RECORDED INFORMATION:
○ ○ ○

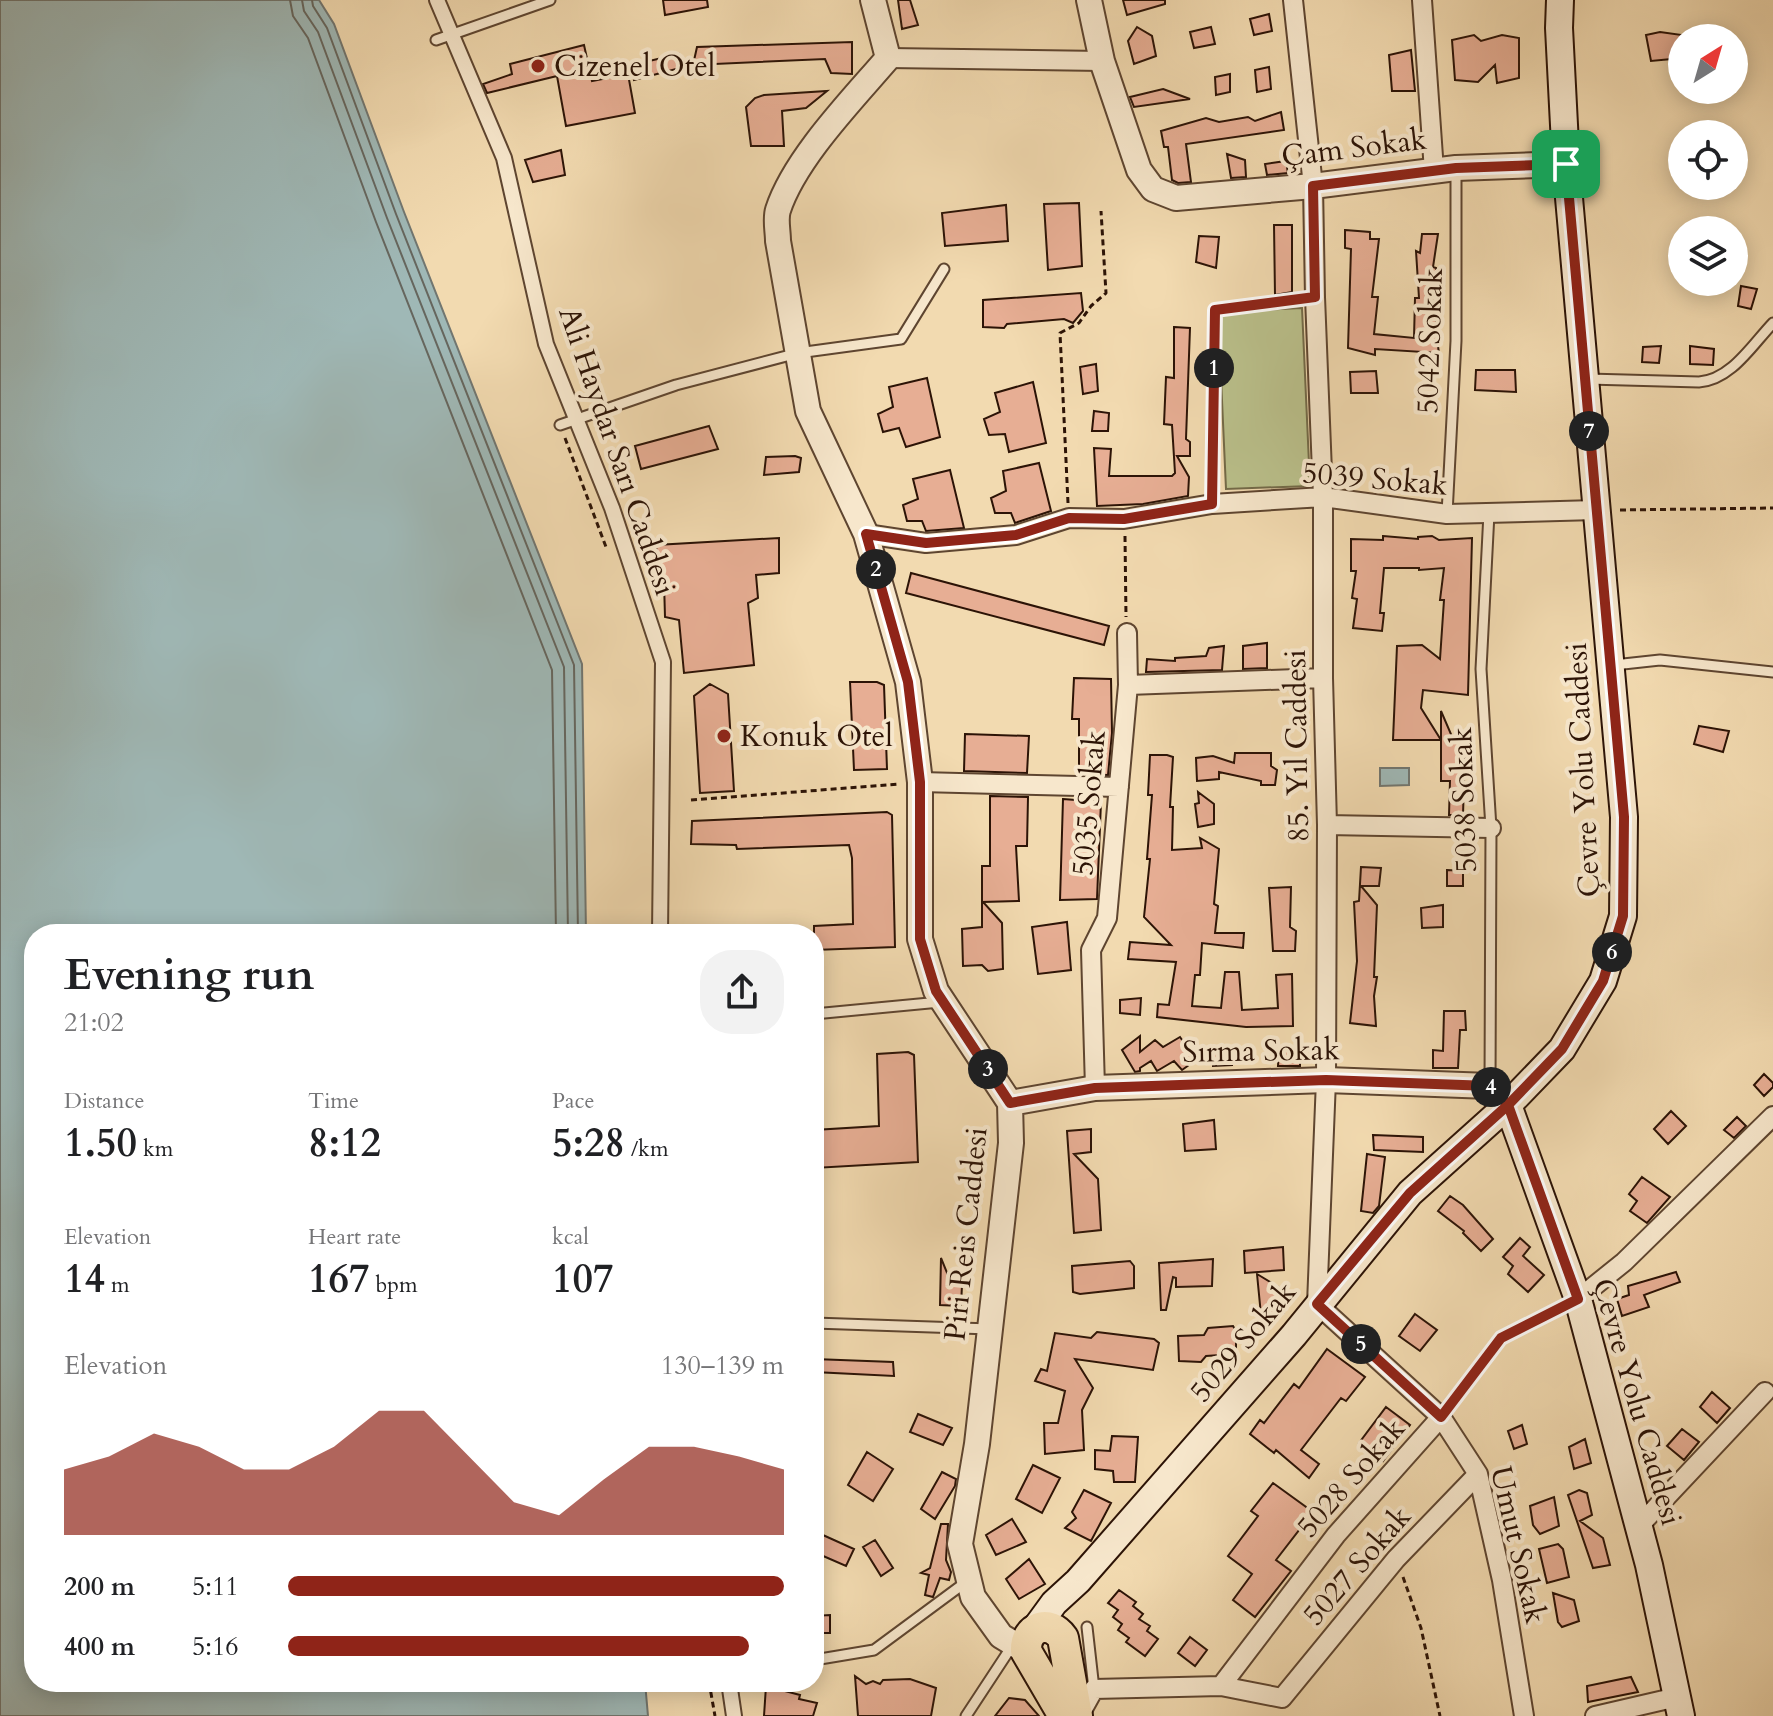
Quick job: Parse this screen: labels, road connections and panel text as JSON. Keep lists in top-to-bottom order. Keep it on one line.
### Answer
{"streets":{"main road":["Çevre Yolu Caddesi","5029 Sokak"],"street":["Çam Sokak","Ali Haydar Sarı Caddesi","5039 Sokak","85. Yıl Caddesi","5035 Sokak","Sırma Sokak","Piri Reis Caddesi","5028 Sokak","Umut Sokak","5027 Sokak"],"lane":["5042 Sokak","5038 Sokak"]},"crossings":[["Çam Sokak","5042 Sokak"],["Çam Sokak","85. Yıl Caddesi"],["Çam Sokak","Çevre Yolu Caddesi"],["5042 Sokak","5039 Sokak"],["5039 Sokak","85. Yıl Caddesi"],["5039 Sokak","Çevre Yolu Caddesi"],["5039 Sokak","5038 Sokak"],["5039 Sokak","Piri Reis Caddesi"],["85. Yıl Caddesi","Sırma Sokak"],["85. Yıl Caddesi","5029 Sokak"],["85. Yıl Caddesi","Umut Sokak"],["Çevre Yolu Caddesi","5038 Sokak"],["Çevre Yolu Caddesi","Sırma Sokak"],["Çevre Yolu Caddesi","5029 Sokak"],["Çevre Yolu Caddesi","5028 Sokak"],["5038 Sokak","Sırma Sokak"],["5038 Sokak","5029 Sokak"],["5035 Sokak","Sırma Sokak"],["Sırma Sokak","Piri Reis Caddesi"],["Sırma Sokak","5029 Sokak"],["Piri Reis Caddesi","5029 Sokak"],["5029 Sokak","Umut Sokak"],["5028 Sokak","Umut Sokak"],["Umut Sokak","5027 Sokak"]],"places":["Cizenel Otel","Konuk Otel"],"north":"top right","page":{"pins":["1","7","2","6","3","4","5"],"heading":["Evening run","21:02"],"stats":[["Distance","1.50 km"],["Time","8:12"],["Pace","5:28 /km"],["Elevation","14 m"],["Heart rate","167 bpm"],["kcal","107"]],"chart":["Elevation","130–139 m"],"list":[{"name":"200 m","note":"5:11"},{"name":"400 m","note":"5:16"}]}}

○ ○ ○

WHAT IS BEING ASKED: Each line of the data above must be repeated exactly, images excluded.

ANSWER TO THIS TASK:
Quick job: Parse this screen: labels, road connections and panel text as JSON. Keep lists in top-to-bottom order. Keep it on one line.
### Answer
{"streets":{"main road":["Çevre Yolu Caddesi","5029 Sokak"],"street":["Çam Sokak","Ali Haydar Sarı Caddesi","5039 Sokak","85. Yıl Caddesi","5035 Sokak","Sırma Sokak","Piri Reis Caddesi","5028 Sokak","Umut Sokak","5027 Sokak"],"lane":["5042 Sokak","5038 Sokak"]},"crossings":[["Çam Sokak","5042 Sokak"],["Çam Sokak","85. Yıl Caddesi"],["Çam Sokak","Çevre Yolu Caddesi"],["5042 Sokak","5039 Sokak"],["5039 Sokak","85. Yıl Caddesi"],["5039 Sokak","Çevre Yolu Caddesi"],["5039 Sokak","5038 Sokak"],["5039 Sokak","Piri Reis Caddesi"],["85. Yıl Caddesi","Sırma Sokak"],["85. Yıl Caddesi","5029 Sokak"],["85. Yıl Caddesi","Umut Sokak"],["Çevre Yolu Caddesi","5038 Sokak"],["Çevre Yolu Caddesi","Sırma Sokak"],["Çevre Yolu Caddesi","5029 Sokak"],["Çevre Yolu Caddesi","5028 Sokak"],["5038 Sokak","Sırma Sokak"],["5038 Sokak","5029 Sokak"],["5035 Sokak","Sırma Sokak"],["Sırma Sokak","Piri Reis Caddesi"],["Sırma Sokak","5029 Sokak"],["Piri Reis Caddesi","5029 Sokak"],["5029 Sokak","Umut Sokak"],["5028 Sokak","Umut Sokak"],["Umut Sokak","5027 Sokak"]],"places":["Cizenel Otel","Konuk Otel"],"north":"top right","page":{"pins":["1","7","2","6","3","4","5"],"heading":["Evening run","21:02"],"stats":[["Distance","1.50 km"],["Time","8:12"],["Pace","5:28 /km"],["Elevation","14 m"],["Heart rate","167 bpm"],["kcal","107"]],"chart":["Elevation","130–139 m"],"list":[{"name":"200 m","note":"5:11"},{"name":"400 m","note":"5:16"}]}}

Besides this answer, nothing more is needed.